The schedule that follows below discusses the epidemiology and etiology of acute pancreatitis. Main causes are gallstones, alcohol, genetic hypertriglyceridemia and other origins. The KOLs believe all etiologies, except for gallstones, present with high triglycerides. Regardless of cause, elevated triglycerides result in worse outcomes for these patients. According to a highly regarded pancreatologist, the ability to therapeutically reduce TGs within the first 24 hours of onset assists in limiting the damaging inflammatory sequence and pancreatic necrosis. This could result in better patient outcomes and shorter hospital stays. Fletcher Spaght estimates there are approximately 74,000 hospitalizations for all types of acute pancreatitis in the US each year with approximately 45,000 presenting with severe TGs equal to or greater than 1,000 mg/dL. That patient population is an ideal fit for AEM-28.
1. J. Pancreas, 11/9/2011, “Controversies in Etiology of Acute Pancreatitis, A. Khan et al.

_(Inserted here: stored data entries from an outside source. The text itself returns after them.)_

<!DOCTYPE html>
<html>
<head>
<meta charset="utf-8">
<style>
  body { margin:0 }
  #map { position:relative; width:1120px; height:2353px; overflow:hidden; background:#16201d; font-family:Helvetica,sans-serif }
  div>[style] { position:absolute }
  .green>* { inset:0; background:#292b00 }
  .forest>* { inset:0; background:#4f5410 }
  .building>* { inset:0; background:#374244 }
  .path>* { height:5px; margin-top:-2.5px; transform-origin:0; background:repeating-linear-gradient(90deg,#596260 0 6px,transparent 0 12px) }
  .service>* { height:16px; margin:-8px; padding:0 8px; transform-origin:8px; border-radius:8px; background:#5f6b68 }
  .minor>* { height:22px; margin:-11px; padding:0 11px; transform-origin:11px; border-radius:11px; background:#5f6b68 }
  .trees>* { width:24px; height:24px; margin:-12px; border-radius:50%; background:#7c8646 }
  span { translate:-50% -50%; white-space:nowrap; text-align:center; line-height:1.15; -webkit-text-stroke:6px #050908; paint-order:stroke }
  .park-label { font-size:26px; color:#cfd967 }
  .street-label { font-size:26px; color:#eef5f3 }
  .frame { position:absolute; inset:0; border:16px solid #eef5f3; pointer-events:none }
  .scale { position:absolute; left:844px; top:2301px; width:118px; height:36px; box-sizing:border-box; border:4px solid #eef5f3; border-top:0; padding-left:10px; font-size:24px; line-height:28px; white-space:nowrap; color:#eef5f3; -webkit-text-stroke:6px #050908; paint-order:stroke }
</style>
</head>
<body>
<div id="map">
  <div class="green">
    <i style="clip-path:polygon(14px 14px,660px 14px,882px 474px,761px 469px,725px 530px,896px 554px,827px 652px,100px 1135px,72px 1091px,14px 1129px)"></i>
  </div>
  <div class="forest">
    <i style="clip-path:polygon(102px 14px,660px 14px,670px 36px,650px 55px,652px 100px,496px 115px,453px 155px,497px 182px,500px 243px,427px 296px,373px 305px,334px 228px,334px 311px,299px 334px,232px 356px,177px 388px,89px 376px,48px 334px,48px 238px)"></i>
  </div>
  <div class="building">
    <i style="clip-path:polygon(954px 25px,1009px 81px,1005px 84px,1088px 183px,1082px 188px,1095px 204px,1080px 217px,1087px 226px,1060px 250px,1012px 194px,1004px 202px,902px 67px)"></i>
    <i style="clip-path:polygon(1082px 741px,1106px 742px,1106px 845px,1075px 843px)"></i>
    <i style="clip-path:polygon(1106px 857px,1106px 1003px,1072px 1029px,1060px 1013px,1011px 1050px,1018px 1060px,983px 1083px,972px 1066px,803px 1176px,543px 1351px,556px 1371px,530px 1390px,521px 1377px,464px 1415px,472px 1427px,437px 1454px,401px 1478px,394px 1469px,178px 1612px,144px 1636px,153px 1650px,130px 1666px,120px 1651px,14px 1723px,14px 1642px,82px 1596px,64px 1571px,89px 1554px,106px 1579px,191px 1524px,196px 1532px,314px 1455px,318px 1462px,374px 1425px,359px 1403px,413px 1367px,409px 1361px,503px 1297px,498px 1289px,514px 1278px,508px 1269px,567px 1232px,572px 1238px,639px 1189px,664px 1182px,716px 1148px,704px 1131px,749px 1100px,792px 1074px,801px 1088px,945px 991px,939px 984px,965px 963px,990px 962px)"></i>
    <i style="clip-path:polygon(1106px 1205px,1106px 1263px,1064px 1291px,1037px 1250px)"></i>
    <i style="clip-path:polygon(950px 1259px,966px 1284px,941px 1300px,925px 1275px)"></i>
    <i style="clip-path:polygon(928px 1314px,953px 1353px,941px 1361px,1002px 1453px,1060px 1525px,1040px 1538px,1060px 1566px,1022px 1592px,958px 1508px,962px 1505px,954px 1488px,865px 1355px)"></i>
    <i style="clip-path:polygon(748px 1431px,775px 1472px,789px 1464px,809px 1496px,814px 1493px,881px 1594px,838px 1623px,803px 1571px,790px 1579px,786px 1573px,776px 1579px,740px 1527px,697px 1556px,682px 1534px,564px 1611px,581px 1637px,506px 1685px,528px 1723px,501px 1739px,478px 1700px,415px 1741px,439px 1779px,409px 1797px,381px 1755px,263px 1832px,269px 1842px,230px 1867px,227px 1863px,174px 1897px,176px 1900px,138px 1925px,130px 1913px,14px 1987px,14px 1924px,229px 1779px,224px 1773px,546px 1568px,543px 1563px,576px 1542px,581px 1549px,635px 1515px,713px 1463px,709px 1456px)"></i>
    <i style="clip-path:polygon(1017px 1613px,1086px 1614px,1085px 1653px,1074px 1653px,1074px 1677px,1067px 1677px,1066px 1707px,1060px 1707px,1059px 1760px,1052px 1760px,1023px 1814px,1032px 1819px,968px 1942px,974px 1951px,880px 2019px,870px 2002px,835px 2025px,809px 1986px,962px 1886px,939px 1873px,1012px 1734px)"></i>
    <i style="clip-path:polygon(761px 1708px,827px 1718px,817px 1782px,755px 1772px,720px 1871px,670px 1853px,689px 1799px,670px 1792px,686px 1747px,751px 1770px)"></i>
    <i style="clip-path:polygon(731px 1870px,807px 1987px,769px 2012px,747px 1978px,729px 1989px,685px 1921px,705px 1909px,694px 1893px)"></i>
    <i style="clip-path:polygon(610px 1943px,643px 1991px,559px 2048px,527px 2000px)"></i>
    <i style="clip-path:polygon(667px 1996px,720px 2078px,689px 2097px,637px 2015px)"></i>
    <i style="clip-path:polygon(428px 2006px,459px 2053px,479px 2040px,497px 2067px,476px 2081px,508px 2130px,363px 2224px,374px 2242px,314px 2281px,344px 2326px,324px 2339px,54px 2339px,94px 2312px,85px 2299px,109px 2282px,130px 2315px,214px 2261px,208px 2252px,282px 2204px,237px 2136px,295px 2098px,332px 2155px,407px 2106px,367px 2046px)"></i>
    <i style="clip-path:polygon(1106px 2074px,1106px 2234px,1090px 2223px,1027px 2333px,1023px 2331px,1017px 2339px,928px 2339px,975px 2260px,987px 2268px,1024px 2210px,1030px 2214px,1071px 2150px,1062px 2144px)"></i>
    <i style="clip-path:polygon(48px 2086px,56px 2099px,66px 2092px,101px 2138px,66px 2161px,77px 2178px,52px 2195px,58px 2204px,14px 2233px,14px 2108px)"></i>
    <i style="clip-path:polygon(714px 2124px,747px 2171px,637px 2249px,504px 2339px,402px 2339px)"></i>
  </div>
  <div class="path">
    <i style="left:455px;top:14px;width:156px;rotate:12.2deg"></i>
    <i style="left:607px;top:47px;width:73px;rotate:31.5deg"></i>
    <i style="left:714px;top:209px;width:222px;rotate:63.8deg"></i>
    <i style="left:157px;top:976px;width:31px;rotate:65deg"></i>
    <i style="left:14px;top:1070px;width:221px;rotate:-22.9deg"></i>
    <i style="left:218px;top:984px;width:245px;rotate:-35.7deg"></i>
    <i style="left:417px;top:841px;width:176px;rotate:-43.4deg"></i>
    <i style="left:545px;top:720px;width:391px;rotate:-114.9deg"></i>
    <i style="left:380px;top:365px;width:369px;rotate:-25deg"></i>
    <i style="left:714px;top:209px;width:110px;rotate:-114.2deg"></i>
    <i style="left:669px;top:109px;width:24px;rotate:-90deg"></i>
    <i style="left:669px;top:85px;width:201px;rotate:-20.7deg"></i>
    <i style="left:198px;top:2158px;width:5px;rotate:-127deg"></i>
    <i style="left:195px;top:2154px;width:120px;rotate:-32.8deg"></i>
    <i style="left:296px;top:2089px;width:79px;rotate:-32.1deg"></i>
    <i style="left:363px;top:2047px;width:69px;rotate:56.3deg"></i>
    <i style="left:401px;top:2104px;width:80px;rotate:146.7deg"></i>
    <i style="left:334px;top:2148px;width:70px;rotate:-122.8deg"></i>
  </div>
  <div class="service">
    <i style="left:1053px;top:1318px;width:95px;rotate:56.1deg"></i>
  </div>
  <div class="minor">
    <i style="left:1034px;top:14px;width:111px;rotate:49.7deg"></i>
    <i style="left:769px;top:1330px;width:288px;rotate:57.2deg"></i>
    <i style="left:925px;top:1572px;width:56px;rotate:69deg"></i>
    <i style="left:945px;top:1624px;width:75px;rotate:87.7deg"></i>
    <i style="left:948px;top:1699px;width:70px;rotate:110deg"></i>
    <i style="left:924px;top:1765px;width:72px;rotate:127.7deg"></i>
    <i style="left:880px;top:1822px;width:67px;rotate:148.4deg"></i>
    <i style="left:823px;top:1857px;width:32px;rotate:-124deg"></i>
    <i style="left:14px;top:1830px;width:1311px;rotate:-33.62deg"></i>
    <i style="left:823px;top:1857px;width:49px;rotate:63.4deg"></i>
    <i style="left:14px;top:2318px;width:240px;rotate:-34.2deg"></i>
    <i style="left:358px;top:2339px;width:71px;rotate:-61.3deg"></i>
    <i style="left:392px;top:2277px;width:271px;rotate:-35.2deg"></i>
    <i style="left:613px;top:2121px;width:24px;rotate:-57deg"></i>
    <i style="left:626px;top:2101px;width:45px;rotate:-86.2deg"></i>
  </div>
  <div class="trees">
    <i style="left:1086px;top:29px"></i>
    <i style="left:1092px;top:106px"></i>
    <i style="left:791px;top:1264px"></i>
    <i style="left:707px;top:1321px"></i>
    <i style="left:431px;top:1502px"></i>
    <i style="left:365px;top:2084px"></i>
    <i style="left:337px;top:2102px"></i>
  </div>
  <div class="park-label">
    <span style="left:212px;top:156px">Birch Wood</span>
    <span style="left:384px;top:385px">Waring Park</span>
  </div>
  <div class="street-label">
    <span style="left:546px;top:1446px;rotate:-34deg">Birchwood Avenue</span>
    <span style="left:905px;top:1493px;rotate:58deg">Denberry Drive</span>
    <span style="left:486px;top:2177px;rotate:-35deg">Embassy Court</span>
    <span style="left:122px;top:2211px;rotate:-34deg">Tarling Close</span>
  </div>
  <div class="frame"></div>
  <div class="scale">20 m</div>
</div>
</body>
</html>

Whereas acute pancreatitis with high TGs qualifies as an Orphan indication, it is nonetheless a sizable Orphan market. Clinicians treat these patients with hospitalization in acute or ICU care, no food by mouth, a no fat parenteral diet, opiates to address the severe pain and fibrates/fish oil to reduce TGs. The problem is that fibrates and fish oil take weeks if not longer to have an effect in reducing TGs; yet, they are the current standard of care. A drug, such as AEM-28, which rapidly reduces TGs could diminish the severity of AP (especially administered at early onset) and could offer a significant economic savings to the healthcare system from faster discharge. The pancreatologist we consulted suggested treatment with AEM-28 be added to the AP treatment protocol in the emergency room for patients with elevated TGs.
Fletcher Spaght also believes that a market of 110,000 refractory hypertriglyceridemics exists in the US. These patients are at high risk for AP and other TG-related indications and would be candidates for a weekly infusion of a TG-reducing therapeutic such as AEM-28. At a projected 5.7 million doses annually, this chronic market represents another significant market opportunity, albeit requiring clinical outcomes studies.
Given the above, we are excited to prioritize AP with high TGs as our indication of choice for AEM-28 commercialization. As an Orphan indication, the clinical/regulatory pathway is well established and should require shorter, less expensive clinical trials. We continue to believe that the homozygous familial hypercholesterolemia market (HoFH), remains underserved and is also an ideal candidate market for our drug.
We believe we have found a special opportunity in AP, with a clear unmet need, and are quite excited to pursue this indication with our new composition of matter, 21-year commercial life molecule, AEM-28-02.
Thanks for listening and stay healthy!
Jock Holliman Dennis I. Goldberg, Ph.D.
Executive Chairman/CFO President
Capstone Therapeutics Corp. LipimetiX Development, LLC
Forward Looking Statements
Statements in this blog post or otherwise attributable to Capstone regarding our business that are not historical facts are forward looking statements made pursuant to the safe harbor provisions of the Private Securities Litigation Reform Act of 1995. These forward-looking statements involve risks and uncertainties that could cause actual results to differ materially from predicted results. These risks include the factors discussed in our Form 10-K for the fiscal year ended December 31, 2014, and other documents we file with the U.S. Securities and Exchange Commission.